Belling, of Dodgeville, studied addiction during her undergrad in psychology, where she first learned about Portugal’s policy. “When the opportunity presented itself to study abroad, I knew I had to go because it would be a ‘full circle’ moment for me,” she said.
“It was really cool to be in a society that had significantly less stigma and misinformation around mental illness and alcohol and other drug abuse as compared to the United States. I love that my understanding of these brain diseases allows me to educate others, encouraging acceptance and empathy toward folks who struggle.
“After visiting a country where everything related to mental health care is so different, it was hard at times to imagine how I could possibly make any difference in America,” Belling said.
“My classmates and I shared our sadness in this but will use our hope to propel us to be better clinicians. Although we might not be able to change the world, we have the privilege of playing a large role in the worlds of our clients. We have the power to provide a positive experience with mental health care," she added.
Johnson, of Suring, enrolled in the class because she wanted to see something new and “because it can be frustrating when you’re working within a system that sets people up to fail. I wanted to see in person a place where there are programs that work for the people.
“This experience gave me a new stance from which to advocate from professionally. I have a new approach for my future clients. Harm reduction makes sense in the classroom, but to see in person how it works and how accessible it can be was really cool to see,” Johnson said.
“Unfortunately, in the U.S., we’re not at the point where we can offer that. There are people who don’t believe in decriminalization; people who believe in the stigmas surrounding drug use,” she added.
A social service system devoted to harm reduction
In Lisbon, the class visited SICAD, the National Institute for Preventive Behaviors, which helps craft policies, maintenance and change. Students spoke with Elsa Maia, director of Intervention on Addictive, Behaviors and Dependencies, in the Ministry of Health.
Maia presented on Portuguese policy, its approach to harm reduction and the history behind the policy, which decriminalized drug use in terms of practice with less than a 10-day supply. “But that doesn’t mean it’s legal,” Bates-Maves added.
“Above all, a person with a substance use disorder is considered as a person in need of health and social care,” she said.
When someone is found with less than a 10-day supply, they are given an administrative citation to meet with a dissuasion committee of social workers, physicians and counselors, who determine if the person’s possession is for medical or recreational use. They then determine what care the person may need and if they opt in for counseling support, their care is paid for by government health care. Those found with more than a 10-day supply are arrested as a dealer/distributor and criminal proceedings take place, Bates-Maves noted.

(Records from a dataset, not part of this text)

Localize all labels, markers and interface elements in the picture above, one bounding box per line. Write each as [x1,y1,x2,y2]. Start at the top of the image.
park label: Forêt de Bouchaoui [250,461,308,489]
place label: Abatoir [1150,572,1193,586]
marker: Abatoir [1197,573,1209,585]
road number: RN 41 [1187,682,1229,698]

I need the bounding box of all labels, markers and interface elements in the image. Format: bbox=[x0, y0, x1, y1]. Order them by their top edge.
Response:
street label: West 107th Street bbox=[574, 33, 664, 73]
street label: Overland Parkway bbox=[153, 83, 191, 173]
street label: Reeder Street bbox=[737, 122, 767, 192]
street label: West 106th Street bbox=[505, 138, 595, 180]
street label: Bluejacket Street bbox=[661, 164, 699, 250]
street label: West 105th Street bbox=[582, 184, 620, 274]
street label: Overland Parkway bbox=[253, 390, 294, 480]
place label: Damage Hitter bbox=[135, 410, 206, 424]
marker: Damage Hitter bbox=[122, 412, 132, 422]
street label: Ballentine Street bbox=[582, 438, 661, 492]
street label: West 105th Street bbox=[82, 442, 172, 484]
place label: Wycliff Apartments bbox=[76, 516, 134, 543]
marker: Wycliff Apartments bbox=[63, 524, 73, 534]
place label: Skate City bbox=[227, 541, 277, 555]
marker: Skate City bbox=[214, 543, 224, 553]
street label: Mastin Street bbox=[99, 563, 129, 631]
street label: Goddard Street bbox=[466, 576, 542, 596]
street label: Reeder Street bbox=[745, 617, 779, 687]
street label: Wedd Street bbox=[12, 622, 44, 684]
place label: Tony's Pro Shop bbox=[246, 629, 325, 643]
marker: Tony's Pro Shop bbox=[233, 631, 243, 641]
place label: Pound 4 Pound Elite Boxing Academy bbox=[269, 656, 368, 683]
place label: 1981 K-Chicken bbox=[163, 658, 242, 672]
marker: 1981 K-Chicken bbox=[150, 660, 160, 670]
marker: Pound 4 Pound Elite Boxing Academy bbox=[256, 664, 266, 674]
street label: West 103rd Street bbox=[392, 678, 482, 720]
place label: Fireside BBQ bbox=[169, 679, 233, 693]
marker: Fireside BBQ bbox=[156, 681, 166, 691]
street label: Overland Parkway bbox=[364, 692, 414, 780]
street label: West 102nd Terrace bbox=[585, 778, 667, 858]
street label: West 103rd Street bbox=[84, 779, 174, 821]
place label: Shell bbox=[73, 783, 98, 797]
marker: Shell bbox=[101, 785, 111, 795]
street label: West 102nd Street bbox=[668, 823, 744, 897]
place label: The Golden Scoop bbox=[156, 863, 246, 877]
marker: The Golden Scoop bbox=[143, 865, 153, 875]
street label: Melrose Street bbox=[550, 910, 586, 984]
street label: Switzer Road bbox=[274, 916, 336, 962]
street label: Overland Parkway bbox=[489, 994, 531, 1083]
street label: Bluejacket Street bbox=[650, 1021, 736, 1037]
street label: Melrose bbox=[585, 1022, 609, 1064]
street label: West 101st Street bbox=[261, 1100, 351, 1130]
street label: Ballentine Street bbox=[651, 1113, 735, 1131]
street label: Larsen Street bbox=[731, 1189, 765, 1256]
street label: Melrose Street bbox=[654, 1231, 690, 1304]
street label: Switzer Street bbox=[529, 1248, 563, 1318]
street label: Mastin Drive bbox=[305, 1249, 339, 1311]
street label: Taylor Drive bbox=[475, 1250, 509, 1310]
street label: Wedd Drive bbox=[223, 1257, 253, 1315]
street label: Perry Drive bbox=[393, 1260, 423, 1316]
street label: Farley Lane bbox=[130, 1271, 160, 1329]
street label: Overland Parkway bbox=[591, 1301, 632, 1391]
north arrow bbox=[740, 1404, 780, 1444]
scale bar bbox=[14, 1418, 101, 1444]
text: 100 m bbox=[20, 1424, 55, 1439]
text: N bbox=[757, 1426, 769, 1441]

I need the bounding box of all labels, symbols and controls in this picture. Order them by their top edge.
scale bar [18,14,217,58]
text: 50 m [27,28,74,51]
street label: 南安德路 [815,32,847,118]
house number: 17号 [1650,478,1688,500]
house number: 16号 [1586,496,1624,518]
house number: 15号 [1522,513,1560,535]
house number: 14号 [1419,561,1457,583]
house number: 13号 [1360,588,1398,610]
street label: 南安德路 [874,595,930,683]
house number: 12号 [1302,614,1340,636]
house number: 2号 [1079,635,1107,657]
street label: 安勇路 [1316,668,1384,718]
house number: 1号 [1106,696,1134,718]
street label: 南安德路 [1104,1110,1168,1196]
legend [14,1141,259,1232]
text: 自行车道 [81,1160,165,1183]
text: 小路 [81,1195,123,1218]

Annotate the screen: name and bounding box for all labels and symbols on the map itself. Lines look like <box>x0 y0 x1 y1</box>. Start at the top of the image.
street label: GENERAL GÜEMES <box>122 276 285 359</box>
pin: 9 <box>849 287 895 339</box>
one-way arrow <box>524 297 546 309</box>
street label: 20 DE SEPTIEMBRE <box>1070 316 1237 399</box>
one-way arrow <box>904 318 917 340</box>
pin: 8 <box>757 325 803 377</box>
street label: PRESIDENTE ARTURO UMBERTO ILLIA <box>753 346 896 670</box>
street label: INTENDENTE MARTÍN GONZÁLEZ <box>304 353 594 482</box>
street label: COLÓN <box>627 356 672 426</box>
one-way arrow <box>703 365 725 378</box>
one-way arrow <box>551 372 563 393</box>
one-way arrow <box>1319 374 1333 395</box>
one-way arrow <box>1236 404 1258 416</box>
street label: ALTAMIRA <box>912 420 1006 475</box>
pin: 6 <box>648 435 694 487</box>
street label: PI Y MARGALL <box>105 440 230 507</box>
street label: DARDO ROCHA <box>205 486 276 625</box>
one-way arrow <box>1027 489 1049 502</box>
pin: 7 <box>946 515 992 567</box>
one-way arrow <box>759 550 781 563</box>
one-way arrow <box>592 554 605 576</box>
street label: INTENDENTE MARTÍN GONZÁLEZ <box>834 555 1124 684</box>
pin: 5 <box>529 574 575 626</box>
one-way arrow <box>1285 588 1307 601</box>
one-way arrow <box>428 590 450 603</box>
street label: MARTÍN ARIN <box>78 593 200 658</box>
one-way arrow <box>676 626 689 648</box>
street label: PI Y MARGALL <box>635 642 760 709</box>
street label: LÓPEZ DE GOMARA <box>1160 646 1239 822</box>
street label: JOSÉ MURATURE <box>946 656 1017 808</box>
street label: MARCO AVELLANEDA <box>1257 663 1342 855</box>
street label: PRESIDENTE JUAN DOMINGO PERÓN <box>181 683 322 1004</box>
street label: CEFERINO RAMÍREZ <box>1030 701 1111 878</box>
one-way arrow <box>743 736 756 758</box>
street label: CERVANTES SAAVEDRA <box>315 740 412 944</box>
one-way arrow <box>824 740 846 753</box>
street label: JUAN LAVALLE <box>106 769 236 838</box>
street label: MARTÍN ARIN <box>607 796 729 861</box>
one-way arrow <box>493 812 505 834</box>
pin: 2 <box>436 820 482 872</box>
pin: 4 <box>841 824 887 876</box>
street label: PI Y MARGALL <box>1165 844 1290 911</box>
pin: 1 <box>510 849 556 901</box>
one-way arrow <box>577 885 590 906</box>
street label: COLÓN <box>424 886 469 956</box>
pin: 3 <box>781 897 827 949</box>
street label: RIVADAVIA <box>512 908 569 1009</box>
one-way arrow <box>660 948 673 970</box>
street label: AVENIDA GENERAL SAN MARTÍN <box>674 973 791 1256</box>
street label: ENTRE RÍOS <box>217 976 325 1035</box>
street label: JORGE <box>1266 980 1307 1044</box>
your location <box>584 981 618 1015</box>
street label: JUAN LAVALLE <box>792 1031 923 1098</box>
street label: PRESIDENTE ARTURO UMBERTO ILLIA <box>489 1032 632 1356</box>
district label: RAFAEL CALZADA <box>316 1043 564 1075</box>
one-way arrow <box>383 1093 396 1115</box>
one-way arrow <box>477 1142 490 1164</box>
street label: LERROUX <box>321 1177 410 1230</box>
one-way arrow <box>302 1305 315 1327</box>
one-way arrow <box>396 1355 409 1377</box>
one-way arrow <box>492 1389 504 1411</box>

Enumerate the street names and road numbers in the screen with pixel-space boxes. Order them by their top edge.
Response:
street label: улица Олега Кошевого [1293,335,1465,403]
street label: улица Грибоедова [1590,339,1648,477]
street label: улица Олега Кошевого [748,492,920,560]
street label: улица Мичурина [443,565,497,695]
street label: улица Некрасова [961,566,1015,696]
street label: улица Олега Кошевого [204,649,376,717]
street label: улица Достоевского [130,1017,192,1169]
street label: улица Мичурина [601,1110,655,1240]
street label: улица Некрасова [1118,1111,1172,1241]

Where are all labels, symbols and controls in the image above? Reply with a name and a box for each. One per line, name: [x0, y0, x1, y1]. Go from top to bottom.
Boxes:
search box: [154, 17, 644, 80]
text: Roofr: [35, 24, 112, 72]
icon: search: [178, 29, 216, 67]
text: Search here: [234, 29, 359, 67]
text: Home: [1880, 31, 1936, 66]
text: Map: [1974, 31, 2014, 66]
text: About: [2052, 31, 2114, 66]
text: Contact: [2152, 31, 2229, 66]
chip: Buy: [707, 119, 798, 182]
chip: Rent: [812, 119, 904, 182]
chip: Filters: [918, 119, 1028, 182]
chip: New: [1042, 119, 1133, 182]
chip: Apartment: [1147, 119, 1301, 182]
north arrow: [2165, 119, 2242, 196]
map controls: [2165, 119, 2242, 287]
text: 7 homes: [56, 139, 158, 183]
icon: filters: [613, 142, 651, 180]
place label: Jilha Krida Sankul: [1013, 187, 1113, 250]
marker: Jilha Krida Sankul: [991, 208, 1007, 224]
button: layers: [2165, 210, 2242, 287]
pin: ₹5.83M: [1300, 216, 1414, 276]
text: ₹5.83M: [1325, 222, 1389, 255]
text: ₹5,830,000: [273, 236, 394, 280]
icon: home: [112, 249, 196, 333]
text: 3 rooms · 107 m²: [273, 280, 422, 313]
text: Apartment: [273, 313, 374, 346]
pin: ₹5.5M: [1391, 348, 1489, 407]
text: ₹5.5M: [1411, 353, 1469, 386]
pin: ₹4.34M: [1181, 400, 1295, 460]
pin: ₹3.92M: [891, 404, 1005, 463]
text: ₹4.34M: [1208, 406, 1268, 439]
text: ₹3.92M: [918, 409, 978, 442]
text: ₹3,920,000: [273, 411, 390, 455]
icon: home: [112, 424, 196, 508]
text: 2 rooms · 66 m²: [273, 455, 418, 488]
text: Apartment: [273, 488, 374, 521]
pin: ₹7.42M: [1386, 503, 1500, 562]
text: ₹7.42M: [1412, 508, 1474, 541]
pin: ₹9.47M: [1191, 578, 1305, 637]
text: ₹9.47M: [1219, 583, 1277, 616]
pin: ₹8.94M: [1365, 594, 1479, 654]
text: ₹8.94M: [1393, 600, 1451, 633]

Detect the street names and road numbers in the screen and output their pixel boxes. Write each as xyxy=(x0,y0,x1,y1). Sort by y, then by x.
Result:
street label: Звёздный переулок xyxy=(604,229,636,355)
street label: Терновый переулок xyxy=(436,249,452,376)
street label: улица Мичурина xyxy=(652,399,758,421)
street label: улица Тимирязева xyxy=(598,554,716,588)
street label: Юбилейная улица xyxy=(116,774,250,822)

In the U.S., a similar visit might take a half hour to an hour waiting in line to see a nurse and perhaps a therapist. Limited hours of operation, few facilities in a region and cost of coverage hinder accessibility and add barriers for people on their way to recovery, Bates-Maves said.
Johnson was amazed to learn that the worker’s employer was involved and supported his recovery. “In the U.S., people feel that they could be putting themselves at risk and looked at differently by their employer for their past drug use or recovery,” she said.
For Barry, the course was an academic, professional and personal opportunity. She has been in recovery from alcohol for seven years. She celebrated her anniversary of sobriety with her cohort on their trip.
“Seeing the mobile methadone unit in person was very emotional for me, in a good way. With my lived experience, it was very profound to witness a country that can go so far to help its people,” Barry said.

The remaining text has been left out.